General update, April 19

1. A study from Italy.

We found no statistically significant difference in the viral load (as measured by genome equivalents inferred from cycle threshold data) of symptomatic versus asymptomatic infections

Pointer from Megan McArdle.

Although the margin that I care about is mild vs. severe rather than symptomatic vs. asymptomatic, this is somewhat discouraging for those of us who would like to believe that getting the virus in low amounts would be ok.

Note the the study measures viral load among people after they have the virus, not viral load at onset. I think the only way to make guesses about viral load at onset is to do case studies that look at how people got the virus.

I think that what this study strongly reinforces is the hypothesis of asymptomatic spreading.

2. A case study that suggests being in the path of airconditioning flow and an asymptomatic spreader gave people the disease.

I now think that these sorts of case studies are going to be the best way to gather useful evidence about the virus. I would especially like to see case studies that can help assess whether there is anything we can do to affect whether one gets a mild or severe case.

5 thoughts on “General update, April 19

  1. “this is somewhat discouraging for those of us who would like to believe that getting the virus in low amounts would be ok.”

    We know that variolation worked (that is, produced milder symptoms and reduced smallpox fatality levels from 1/3 to 1/100, though not to 1/M, like a vaccine), and whether or not that study is discouraging depends on the mechanism of how it works.

    If variolation works by reducing peak (or “set point” equilibrium) viral loads, then the study is discouraging, because viral loads and symptoms seem uncorrelated.

    On the other hand, if variolation works by reducing symptoms, because viral load didn’t get too far ahead of the immune system in their respective ramp-ups, then the study is neither discouraging nor encouraging.

    None of the young kids they tested had any load at all, even those that lived with infected people. Unfortunately they didn’t test for antibodies. So we don’t know if the kids had it first, and got over it, or if, despite presumably high initial exposures, they never got it at all, because even at that high level, their young, strong immune systems totally knocked it out early.

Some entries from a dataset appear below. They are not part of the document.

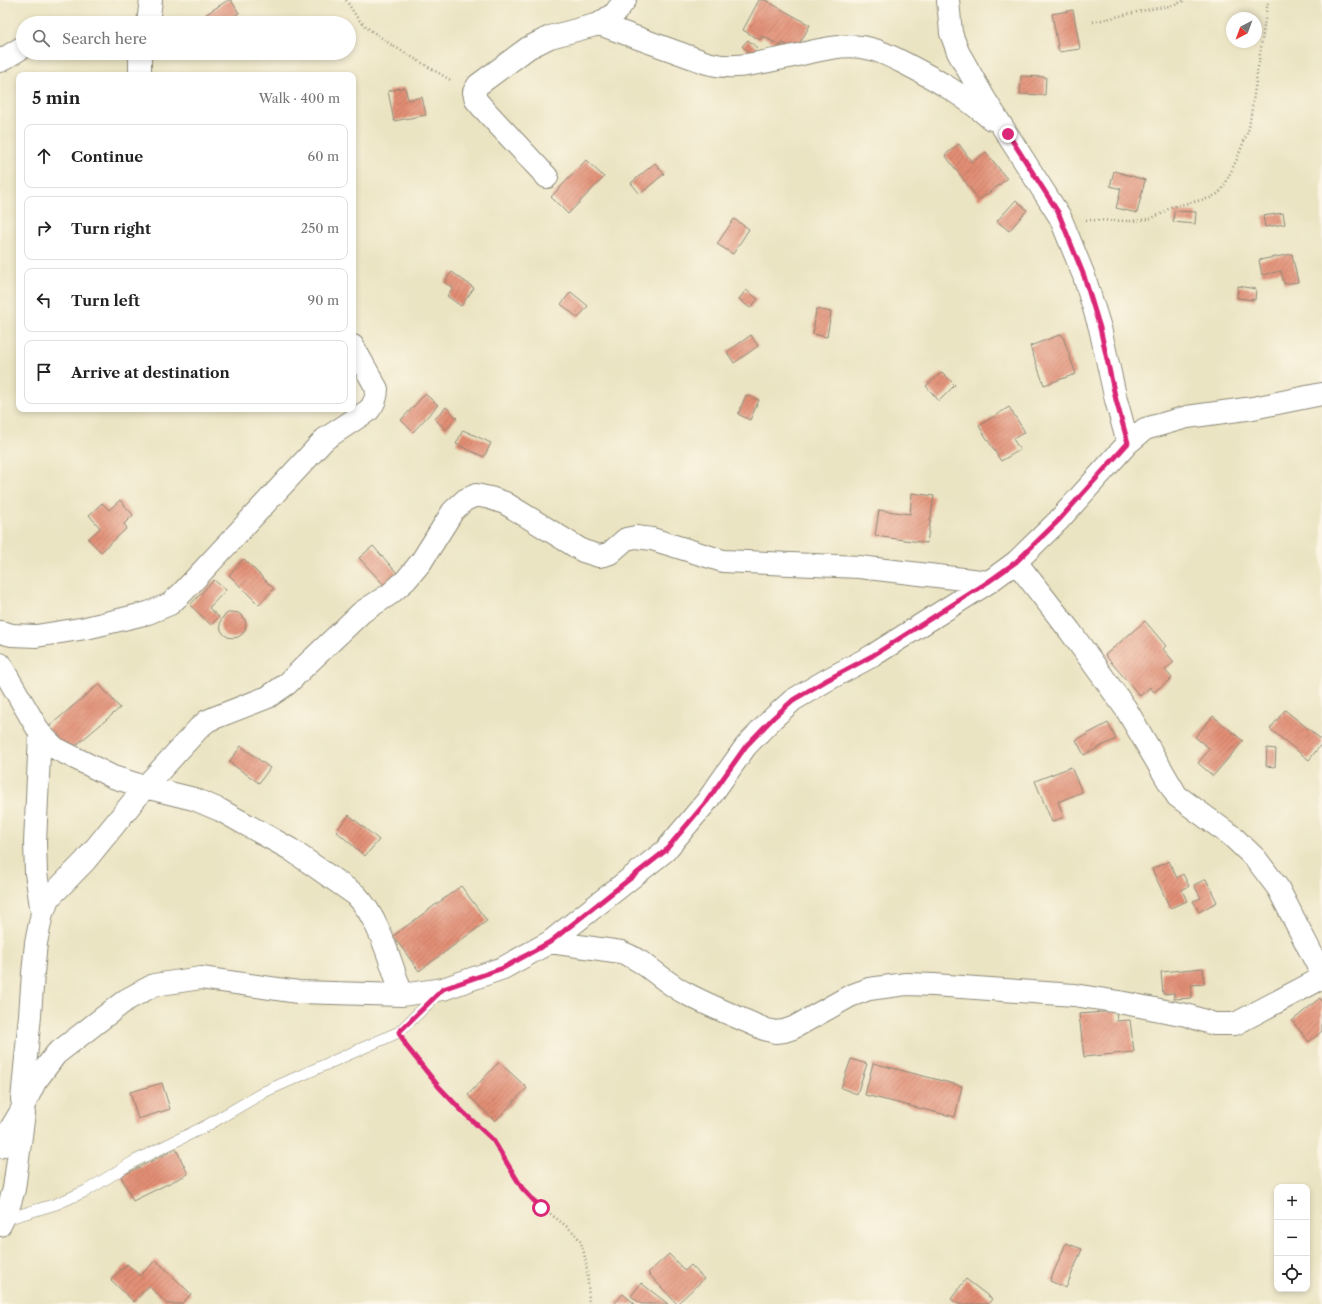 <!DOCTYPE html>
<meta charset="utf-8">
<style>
:root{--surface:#fff;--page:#f6f6f6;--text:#222;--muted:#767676;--line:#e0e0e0}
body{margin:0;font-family:"Libre Caslon Text",serif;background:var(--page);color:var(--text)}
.controls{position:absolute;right:12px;bottom:12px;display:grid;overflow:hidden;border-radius:8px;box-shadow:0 2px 6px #0003}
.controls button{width:36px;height:36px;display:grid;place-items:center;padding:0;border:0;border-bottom:1px solid var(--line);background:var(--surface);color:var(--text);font:20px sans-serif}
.compass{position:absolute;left:1226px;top:12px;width:36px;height:36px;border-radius:50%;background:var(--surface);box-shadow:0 2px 6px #0003;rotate:221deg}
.stop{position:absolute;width:12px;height:12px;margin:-9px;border:3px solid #db2777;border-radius:50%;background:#fff}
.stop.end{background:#db2777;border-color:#fff;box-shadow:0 1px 4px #0008}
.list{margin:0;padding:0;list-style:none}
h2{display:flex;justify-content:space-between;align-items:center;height:52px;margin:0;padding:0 16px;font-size:17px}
h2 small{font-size:13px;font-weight:400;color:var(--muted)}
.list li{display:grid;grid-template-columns:26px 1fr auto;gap:12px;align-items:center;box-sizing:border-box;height:64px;margin:0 8px 8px;padding:0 8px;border:1px solid var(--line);border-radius:8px}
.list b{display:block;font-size:15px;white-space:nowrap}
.list em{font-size:13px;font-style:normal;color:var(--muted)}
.icon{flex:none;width:22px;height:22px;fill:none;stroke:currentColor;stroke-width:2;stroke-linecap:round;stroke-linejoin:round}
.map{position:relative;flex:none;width:1322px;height:1304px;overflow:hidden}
.search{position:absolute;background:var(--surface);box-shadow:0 2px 6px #0003;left:16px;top:16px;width:340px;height:44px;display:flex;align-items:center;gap:10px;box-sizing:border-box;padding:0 14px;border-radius:22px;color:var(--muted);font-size:15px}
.panel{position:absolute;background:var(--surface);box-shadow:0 2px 6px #0003;left:16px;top:72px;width:340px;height:340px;border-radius:8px}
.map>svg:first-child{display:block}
.building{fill:url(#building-hatch)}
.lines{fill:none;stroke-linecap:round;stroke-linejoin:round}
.lane-casing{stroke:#8b8877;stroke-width:12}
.street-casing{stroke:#8b8877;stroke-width:24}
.path{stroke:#8b8877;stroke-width:2.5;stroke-dasharray:1 3;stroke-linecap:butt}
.lane{stroke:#fff;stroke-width:11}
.street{stroke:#fff;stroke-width:22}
.route{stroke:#db2777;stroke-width:5}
</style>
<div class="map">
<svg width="1322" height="1304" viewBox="0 0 1322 1304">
<defs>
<pattern id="building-hatch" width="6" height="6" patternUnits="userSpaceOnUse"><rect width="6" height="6" fill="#e28e74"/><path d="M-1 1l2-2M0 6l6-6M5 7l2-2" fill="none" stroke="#b7745f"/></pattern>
</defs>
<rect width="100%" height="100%" fill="#fcf5e5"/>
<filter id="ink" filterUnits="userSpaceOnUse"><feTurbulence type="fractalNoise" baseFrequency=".025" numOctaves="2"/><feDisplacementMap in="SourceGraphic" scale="8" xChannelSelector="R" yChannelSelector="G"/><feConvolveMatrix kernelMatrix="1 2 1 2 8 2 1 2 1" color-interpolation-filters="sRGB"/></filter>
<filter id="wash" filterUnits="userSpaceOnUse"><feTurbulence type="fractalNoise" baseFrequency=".012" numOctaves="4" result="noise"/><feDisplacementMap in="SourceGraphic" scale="16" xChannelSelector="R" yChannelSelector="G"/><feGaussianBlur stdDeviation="0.9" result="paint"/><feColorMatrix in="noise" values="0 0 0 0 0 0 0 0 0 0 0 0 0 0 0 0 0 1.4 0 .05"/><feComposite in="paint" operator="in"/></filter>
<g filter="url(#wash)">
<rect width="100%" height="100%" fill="#ebe4c3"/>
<g id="blocks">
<path class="building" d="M228 0H231L239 13 223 23H211L205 15Z
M759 0H765L810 25 796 50 783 43 781 46 762 36 760 40 743 30Z
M1073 10 1080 49 1059 52 1052 14Z
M748 40 757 48 751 54 742 46Z
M1021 76 1046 77 1045 95 1020 94Z
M405 87 408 100 422 97 426 115 394 121 388 91Z
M959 144 972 162 986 152 1007 179 979 200 945 155Z
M586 160 604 177 568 214 551 197Z
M655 163 664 174 640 194 631 183Z
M1114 171 1145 180 1137 213 1116 208 1121 189 1110 186Z
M1016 200 1027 210 1009 231 997 221Z
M1174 211 1196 212 1195 224 1173 222Z
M1283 213 1285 224 1265 227 1263 216Z
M734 219 749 229 733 254 717 244Z
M1292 254 1298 282 1284 284 1281 271 1262 275 1259 260Z
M452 272 474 288 461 306 447 296 453 288 444 282Z
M1238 286 1256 289 1255 300 1237 298Z
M746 290 758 299 750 308 739 299Z
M571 292 588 306 578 318 561 304Z
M816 309 831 312 827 337 813 334Z
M1062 334 1076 374 1044 385 1030 346Z
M751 335 758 346 734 363 727 352Z
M942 372 955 385 939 401 926 386Z
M425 394 438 405 413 432 401 420Z
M746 395 759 400 750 420 738 414Z
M446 407 457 418 446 430 435 419Z
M1009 407 1025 432 1013 439 1020 450 1001 461 979 426Z
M463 430 491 443 484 457 456 444Z
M912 493 934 496 927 543 875 536 879 510 910 514Z
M120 500 133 515 124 524 127 528 101 552 88 539 100 528 89 515 102 503 109 510Z
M373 546 397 573 384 585 359 558Z
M244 559 274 589 259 605 229 575Z
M214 580 226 590 209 608 219 617 211 625 190 605Z
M220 625a13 13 0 1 1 26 0a13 13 0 1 1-26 0Z
M1145 621 1166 646 1163 649 1174 662 1165 670 1172 678 1154 692 1150 687 1140 696 1105 655Z
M99 684 120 708 67 753 46 729Z
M1285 710 1322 740V743L1309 760 1270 729Z
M1213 716 1243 741 1213 776 1198 763 1210 749 1195 737Z
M1108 723 1116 739 1084 755 1076 740Z
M241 746 270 768 259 783 229 762Z
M1267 748 1276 749 1275 767 1266 766Z
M1071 767 1082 792 1058 802 1064 817 1052 822 1035 781Z
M349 815 379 840 365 856 336 831Z
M1169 861 1177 878 1183 874 1189 886 1182 890 1187 901 1170 908 1152 869Z
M1206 879 1217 902 1199 912 1193 901 1201 898 1194 885Z
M461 886 487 921 419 971 393 936Z
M1203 968 1204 984 1191 985 1192 998 1174 999V993L1163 994 1161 972Z
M1320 998 1322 1001V1031L1309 1042 1292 1021Z
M1116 1011 1117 1021 1130 1020 1134 1052 1084 1057 1079 1014Z
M851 1059 867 1064 857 1094 841 1088Z
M499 1062 527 1088 495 1121 468 1095Z
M873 1063 962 1086 955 1117 865 1095Z
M162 1083 170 1109 138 1119 130 1092Z
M176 1149 188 1174 133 1201 121 1176Z
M1066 1243 1082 1249 1066 1288 1050 1281Z
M669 1254 685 1271 691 1265 704 1279 677 1304 648 1273Z
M156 1260 191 1294 181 1304H167L149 1286 134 1302 111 1280 127 1264 140 1276Z
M966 1279 992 1299 988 1304H958L951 1299Z
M641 1283 668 1304H641L631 1296Z
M623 1294 635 1304H614Z"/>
</g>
</g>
<g filter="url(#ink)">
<use href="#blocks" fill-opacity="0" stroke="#8b8877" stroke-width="1"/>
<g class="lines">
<g class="lane-casing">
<path id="lane" d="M3 1220 56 1204 86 1191 133 1162 206 1126 266 1091 399 1032 440 992"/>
</g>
<g class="street-casing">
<path id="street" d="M948 0 951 33 958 52 984 98 1060 217 1084 276 1100 328 1116 400 1128 443
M148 23 151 0
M599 24 707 63C735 71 762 62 789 57 812 52 837 44 861 47 877 49 892 57 906 64 937 80 965 96 991 119
M0 61 23 47
M140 75V53
M547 177 481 106 476 100 474 92 478 85 528 48 550 37 599 24 615 13 625 0
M1016 562 1070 631 1126 709 1177 796 1233 837 1256 859 1278 888 1322 974
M0 632 12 635 36 636 86 628 148 613 170 604 183 592 325 439 369 410C374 404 377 397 377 389L353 346
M0 664 40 733 55 748 113 777 145 787 194 799 220 810 290 849 356 895C379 918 391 964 402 995
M40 733 35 843 36 873 42 913
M550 942 621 952C646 961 662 981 685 993 711 1007 738 1017 764 1029L775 1032 784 1031 793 1028 850 996 869 989 906 984 934 985 1074 995 1119 1002 1160 1010 1186 1015 1214 1024H1235L1322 978
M22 1100 30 1015 33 973 36 943 42 913 50 897 85 861 145 787 199 728 207 721 214 718 268 697 287 684 303 668 362 612 390 594 406 580 421 562 453 511 465 500 476 495 490 498 505 503 583 551 599 556 604 555 610 553 626 539 636 537 652 539 723 561 859 567 989 582
M0 1147 20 1113 35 1082 56 1054 126 1000 154 985 201 978 298 992 402 995 443 989 503 968 550 942 665 851 707 801 746 746 773 718 793 700 827 680 872 656 989 582 1016 562 1058 521 1128 443 1145 429 1187 417 1253 408 1322 394
M0 1225 8 1209 14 1189 24 1113"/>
</g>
<path class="path" d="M346 0 358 19 369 29 390 44 452 81
M1093 22 1146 10 1175 5 1185 0
M1086 220 1131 221 1149 219 1161 214 1171 207 1210 198 1219 193 1224 186 1237 159 1249 128 1268 0
M408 1048C424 1070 442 1091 461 1110 471 1121 486 1130 494 1142 506 1159 514 1180 528 1195 541 1210 573 1227 580 1241 588 1260 588 1284 589 1304"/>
<use href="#lane" class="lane"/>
<use href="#street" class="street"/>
</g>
</g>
<g class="lines" filter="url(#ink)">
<path class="route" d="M541 1208 522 1188 493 1140 462 1111 439 1087 407 1047 399 1032 443 989 503 968 550 942 665 851 707 801 746 746 773 718 793 700 827 680 872 656 988 582 1016 562 1058 521 1128 443 1116 400 1100 328 1084 276 1058 212 1008 134"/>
</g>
</svg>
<div class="controls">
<button>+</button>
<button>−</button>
<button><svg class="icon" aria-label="locate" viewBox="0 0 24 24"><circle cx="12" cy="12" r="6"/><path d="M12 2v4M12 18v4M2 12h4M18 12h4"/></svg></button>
</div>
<svg class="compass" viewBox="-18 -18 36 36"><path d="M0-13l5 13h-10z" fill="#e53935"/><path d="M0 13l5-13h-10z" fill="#767676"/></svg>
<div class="stop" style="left:541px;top:1208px"></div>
<div class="stop end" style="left:1008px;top:134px"></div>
<div class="search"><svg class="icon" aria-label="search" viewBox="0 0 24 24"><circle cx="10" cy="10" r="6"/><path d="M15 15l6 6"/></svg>Search here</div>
<section class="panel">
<h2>5 min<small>Walk · 400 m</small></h2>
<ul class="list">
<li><svg class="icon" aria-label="ahead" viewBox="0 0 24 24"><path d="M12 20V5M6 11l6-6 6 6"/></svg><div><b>Continue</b></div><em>60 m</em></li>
<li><svg class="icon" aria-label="right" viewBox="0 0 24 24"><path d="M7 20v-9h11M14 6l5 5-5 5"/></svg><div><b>Turn right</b></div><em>250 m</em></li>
<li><svg class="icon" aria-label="left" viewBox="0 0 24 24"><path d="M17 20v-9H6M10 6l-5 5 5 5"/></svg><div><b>Turn left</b></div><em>90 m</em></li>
<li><svg class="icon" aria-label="arrive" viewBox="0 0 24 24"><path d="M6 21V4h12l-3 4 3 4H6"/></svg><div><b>Arrive at destination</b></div></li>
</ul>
</section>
</div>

    • Here’s an article from The Lancet from a study in Hong Kong, Temporal profiles of viral load … during infection by SARS-CoV-2

      Figure 3A shows:

      1. Reasonably confident positive relationship between age and peak viral load – consistent with typical results in immunosenescence.
      2. No significant relationship between peak or initial viral load levels, on the one hand, and whether one has a mild or severe case on the other hand. “our study only showed that the median viral load was 1 log10 higher in severe cases than in mild cases, and the difference was not significant”

      Figure 4 shows bursts of antibodies against both “RBD” (the receptor binding domain of the spike surface protein), and “NP” – The cv19 internal nucleoprotein, which are both targets for vaccine efforts.

      This stood out to me:

      For most patients, the viral load of SARS-CoV-2 was very high at presentation and declined steadily. Despite development of antibodies against surface and internal proteins of SARS-CoV-2, viral RNA could still be detected in posterior oropharyngeal (deep throat) saliva samples from a third of patients for 20 days or longer. Peak viral load correlated positively with age. Most patients had an antibody response at 10 days or later after onset of symptoms.

      That puts a different twist on the question of whether certain health care resources might be overwhelmed. In particular, if some patients don’t clear the virus for weeks and shouldn’t be released from medical isolation until they clear, then if the supply of special isolation beds is inelastic, you can only hold so many patients at once. Hospitals may be releasing people who have gotten better, and asking them to self-quarantine at home, but they aren’t using PCR tests as a threshold (not enough tests anyway), so those people may still be spreading, even if they would test positive on antibody tests. Yikes.

      Here’s another one:

      The viral load profile of SARS-CoV-2 is similar to that of influenza, which peaks at around the time of symptom onset, but contrasts with that of SARS-CoV at around 10 days and that of MERS-CoV at the second week after symptom onset. The high viral load on presentation suggests that SARS-CoV-2 can be transmitted easily, even when symptoms are relatively mild. This finding could account for the efficient person-to-person transmission noted in community and health-care settings. Clusters in families, workplaces, religious gatherings, and food premises have been widely reported.

  2. Sadly, the case study in #2 is misleading in its title. The transmission was not due to air conditioning except that air conditioning has fans that create airflow. The study only describes downwind transmission at distances greater than the “spittle into your mouth and nose” social distancing recommendations. This is consistent with studies on the transmission of influenza back to 1941, that took efforts to impede droplet transmission.

    There are actually few US studies on the transmission of respiratory viruses even though influenza kills tens of thousands of Americans each year.

    I believe restaurants are going to have to look into creating negative-pressure ventilation in their dining areas. This will likely require an additional exhaust vent to avoid creating a flow throughout the space to the kitchen exhaust vents. This will increase energy costs associated with hvac and require changes in energy-efficiency building regulations.